Return every line from the records below in which the word "Serialize" is found.

Extracted information:
--------------------------------
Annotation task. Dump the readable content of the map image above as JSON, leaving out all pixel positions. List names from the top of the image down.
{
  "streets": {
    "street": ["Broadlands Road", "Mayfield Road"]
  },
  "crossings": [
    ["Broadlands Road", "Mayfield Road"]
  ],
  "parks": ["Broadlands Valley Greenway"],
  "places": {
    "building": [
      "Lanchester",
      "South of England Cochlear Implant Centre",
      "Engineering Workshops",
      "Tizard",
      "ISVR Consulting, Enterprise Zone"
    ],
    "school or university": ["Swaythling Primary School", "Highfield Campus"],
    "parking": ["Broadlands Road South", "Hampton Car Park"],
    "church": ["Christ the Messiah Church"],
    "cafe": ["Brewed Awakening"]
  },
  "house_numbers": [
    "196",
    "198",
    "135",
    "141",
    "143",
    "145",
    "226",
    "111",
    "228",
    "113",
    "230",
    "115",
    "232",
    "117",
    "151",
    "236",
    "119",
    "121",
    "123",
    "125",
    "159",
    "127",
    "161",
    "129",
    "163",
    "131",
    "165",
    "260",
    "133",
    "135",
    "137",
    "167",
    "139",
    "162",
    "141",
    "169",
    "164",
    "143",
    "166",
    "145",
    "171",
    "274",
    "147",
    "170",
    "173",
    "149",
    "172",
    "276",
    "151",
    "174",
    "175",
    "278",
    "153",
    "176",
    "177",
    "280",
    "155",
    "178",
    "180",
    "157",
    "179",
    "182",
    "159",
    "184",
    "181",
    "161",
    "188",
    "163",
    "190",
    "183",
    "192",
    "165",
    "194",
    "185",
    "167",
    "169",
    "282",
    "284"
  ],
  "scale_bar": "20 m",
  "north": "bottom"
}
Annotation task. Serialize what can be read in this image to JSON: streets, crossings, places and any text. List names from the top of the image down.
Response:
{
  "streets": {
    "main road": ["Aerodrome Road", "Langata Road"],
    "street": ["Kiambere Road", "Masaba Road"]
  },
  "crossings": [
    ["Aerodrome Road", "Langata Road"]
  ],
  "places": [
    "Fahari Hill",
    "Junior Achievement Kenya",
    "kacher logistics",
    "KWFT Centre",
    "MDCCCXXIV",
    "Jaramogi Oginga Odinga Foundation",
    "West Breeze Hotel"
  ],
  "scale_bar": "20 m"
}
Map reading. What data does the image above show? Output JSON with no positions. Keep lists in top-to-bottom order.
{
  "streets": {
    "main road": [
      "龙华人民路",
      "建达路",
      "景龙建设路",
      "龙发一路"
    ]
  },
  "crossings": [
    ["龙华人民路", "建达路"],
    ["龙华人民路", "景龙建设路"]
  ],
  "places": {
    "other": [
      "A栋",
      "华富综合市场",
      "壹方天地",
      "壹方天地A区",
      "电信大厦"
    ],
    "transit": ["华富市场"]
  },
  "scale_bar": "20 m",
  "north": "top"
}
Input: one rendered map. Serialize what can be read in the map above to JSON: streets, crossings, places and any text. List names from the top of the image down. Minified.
--------------------------------
Response to the task:
Annotation task. Serialize what can be read in this image to JSON: streets, crossings, places and any text. List names from the top of the image down.
Input: one rendered map. Serialize what can be read in the map above to JSON: streets, crossings, places and any text. List names from the top of the image down. Minified.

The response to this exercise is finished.